» **Task brief**
All lines with the word "хозяйства" in the material below are required.

» **Data to use**
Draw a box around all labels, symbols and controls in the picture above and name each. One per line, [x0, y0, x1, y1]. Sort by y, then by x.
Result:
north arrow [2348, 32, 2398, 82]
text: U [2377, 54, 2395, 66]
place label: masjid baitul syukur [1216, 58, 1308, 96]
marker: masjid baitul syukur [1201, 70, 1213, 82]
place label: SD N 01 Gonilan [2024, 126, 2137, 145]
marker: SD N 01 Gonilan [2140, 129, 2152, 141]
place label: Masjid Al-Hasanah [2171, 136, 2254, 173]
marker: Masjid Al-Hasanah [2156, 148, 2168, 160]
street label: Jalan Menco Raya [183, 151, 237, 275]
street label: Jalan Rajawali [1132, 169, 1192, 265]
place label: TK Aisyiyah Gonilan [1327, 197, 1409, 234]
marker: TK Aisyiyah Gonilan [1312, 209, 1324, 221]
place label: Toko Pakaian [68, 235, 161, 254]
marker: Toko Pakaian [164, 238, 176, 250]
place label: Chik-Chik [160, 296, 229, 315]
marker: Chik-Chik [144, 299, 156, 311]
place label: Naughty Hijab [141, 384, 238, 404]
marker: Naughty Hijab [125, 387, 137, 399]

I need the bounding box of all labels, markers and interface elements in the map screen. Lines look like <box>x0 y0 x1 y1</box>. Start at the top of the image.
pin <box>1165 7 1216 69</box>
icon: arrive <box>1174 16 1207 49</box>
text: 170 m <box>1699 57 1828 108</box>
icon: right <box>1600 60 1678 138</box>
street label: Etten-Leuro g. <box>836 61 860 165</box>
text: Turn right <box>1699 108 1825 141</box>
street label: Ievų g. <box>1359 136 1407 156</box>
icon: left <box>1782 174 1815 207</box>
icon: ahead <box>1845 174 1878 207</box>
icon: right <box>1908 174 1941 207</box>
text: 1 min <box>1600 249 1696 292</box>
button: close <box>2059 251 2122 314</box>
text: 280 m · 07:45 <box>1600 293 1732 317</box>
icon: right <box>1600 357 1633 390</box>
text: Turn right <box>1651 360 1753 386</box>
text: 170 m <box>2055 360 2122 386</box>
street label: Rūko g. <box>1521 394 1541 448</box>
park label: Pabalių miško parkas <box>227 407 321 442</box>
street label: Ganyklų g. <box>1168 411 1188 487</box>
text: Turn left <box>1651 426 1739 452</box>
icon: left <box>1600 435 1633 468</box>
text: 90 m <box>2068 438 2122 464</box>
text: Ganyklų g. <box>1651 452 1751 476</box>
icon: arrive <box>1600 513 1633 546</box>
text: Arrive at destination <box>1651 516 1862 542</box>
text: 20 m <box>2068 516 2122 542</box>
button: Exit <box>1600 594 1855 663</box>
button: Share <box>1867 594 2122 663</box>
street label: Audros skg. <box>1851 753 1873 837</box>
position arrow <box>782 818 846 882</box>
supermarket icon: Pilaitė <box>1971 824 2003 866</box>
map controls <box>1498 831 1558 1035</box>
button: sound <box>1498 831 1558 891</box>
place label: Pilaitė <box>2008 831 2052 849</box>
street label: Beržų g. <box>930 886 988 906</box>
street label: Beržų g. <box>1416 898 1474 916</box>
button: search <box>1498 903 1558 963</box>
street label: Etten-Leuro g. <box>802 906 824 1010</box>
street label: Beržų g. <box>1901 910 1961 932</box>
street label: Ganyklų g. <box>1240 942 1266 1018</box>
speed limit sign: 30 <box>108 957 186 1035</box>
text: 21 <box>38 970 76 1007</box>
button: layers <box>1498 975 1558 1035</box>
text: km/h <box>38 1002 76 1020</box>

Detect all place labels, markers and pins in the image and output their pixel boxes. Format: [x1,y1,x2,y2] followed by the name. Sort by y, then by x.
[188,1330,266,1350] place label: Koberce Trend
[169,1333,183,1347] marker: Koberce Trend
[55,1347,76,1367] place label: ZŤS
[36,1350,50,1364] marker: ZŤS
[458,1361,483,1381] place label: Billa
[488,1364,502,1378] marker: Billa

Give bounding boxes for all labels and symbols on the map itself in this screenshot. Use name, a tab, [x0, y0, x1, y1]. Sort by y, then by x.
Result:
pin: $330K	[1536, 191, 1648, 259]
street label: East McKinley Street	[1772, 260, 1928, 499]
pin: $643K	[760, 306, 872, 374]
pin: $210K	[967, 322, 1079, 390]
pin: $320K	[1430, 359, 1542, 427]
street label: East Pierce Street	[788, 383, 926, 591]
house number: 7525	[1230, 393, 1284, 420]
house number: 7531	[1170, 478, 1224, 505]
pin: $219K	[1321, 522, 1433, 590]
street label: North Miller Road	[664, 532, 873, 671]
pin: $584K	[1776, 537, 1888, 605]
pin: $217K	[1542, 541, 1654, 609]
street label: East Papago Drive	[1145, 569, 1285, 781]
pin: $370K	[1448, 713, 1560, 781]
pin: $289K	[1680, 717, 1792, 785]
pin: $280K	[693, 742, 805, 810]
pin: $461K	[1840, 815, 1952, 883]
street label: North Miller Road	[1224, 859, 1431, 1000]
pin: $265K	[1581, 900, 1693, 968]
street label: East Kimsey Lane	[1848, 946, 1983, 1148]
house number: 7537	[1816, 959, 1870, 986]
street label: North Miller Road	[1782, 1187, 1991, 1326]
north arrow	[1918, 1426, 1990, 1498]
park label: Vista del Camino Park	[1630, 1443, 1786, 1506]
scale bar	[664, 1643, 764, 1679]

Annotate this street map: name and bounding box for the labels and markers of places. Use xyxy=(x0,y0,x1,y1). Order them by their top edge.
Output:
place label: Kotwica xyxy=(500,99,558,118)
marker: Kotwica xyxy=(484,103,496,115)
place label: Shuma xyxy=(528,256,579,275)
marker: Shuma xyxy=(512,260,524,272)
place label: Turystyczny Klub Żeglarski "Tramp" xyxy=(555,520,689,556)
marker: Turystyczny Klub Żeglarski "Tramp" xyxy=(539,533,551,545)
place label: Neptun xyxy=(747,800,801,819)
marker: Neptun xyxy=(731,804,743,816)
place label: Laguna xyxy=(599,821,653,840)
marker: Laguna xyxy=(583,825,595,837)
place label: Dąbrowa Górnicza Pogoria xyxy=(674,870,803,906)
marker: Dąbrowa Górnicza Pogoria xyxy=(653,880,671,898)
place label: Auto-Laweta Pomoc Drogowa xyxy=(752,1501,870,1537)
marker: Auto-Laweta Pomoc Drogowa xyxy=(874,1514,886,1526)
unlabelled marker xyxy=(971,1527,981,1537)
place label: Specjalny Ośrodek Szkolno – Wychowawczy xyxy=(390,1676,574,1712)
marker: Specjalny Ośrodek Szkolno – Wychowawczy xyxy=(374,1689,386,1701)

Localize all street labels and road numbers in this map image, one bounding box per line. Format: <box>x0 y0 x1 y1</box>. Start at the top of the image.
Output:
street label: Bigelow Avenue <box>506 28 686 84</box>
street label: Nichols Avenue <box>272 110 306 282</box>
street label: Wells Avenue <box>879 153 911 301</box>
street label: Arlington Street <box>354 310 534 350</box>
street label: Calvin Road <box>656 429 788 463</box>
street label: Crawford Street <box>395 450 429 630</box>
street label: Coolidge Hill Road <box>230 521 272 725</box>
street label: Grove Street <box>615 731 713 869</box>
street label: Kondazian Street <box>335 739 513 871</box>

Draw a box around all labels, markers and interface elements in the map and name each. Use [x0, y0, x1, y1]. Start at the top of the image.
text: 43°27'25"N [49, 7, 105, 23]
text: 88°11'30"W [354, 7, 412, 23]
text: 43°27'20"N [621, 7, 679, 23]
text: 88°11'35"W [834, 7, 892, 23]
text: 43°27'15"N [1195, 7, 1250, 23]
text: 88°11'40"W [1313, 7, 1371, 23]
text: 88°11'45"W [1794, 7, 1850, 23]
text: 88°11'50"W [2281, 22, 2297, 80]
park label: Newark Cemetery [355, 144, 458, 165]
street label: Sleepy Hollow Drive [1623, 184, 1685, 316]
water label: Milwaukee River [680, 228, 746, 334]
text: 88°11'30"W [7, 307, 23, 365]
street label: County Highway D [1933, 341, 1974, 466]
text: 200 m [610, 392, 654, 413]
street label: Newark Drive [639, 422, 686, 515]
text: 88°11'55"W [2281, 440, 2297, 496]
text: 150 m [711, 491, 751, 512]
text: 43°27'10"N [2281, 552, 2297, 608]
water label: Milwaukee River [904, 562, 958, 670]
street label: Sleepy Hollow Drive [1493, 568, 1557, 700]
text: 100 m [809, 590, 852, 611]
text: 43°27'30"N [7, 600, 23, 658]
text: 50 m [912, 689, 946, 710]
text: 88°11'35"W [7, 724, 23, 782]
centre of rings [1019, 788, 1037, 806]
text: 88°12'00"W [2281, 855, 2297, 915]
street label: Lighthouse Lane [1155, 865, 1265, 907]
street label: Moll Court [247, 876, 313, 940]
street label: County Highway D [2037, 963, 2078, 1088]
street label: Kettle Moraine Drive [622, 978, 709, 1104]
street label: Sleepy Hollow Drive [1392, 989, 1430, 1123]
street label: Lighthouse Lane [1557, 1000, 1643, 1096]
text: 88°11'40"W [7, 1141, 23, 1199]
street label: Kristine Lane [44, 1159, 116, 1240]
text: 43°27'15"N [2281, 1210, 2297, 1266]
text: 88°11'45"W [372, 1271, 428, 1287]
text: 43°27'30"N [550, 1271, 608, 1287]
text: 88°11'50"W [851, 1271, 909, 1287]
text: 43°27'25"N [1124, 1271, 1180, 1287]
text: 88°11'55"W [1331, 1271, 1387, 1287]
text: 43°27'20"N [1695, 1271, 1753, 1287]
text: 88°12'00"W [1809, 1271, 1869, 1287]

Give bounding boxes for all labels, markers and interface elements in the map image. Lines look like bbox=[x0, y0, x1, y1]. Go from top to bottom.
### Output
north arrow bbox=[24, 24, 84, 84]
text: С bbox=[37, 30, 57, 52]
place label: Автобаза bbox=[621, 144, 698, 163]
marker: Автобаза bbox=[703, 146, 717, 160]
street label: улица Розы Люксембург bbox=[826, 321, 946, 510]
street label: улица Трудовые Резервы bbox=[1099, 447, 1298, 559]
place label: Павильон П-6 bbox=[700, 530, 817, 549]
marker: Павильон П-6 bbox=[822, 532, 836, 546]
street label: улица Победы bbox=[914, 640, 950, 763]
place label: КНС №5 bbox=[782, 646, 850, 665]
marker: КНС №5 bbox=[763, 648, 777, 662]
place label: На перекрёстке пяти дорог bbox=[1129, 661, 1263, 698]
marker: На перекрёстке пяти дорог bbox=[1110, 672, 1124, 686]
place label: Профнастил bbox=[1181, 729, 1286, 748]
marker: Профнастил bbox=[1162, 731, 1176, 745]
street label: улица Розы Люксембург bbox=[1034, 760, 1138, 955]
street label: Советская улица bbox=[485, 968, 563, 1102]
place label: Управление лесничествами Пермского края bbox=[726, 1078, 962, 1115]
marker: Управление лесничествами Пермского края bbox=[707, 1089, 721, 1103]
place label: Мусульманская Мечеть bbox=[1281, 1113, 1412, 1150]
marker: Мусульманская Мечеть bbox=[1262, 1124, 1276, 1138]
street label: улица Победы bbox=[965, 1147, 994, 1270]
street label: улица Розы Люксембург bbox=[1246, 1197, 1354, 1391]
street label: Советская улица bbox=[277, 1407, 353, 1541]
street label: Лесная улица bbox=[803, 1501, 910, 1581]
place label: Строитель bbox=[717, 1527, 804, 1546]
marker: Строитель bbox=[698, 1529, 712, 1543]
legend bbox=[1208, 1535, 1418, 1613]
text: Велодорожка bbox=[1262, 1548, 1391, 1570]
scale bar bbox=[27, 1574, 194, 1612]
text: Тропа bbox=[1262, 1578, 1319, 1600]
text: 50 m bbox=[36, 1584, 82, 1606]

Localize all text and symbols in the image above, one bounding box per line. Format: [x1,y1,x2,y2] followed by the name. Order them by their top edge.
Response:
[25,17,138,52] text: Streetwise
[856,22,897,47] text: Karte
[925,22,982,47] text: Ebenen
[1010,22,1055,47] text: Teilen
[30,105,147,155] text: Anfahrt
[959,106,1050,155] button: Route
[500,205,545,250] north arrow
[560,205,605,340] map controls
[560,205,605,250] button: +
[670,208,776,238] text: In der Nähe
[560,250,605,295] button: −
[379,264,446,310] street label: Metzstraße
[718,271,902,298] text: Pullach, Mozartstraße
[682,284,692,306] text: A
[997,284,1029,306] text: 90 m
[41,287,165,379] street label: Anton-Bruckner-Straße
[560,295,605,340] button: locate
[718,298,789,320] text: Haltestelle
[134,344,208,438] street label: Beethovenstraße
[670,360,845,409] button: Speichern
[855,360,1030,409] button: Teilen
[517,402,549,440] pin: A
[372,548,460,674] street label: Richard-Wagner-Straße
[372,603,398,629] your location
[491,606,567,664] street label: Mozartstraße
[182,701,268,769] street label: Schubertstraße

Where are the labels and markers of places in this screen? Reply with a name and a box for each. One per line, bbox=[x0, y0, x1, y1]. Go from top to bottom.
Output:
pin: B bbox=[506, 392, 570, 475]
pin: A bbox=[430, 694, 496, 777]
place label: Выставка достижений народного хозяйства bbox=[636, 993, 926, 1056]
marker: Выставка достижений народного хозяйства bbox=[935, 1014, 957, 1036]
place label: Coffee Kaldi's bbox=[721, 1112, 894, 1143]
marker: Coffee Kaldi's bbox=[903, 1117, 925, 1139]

» **Answer box**
place label: Выставка достижений народного хозяйства bbox=[636, 993, 926, 1056]
marker: Выставка достижений народного хозяйства bbox=[935, 1014, 957, 1036]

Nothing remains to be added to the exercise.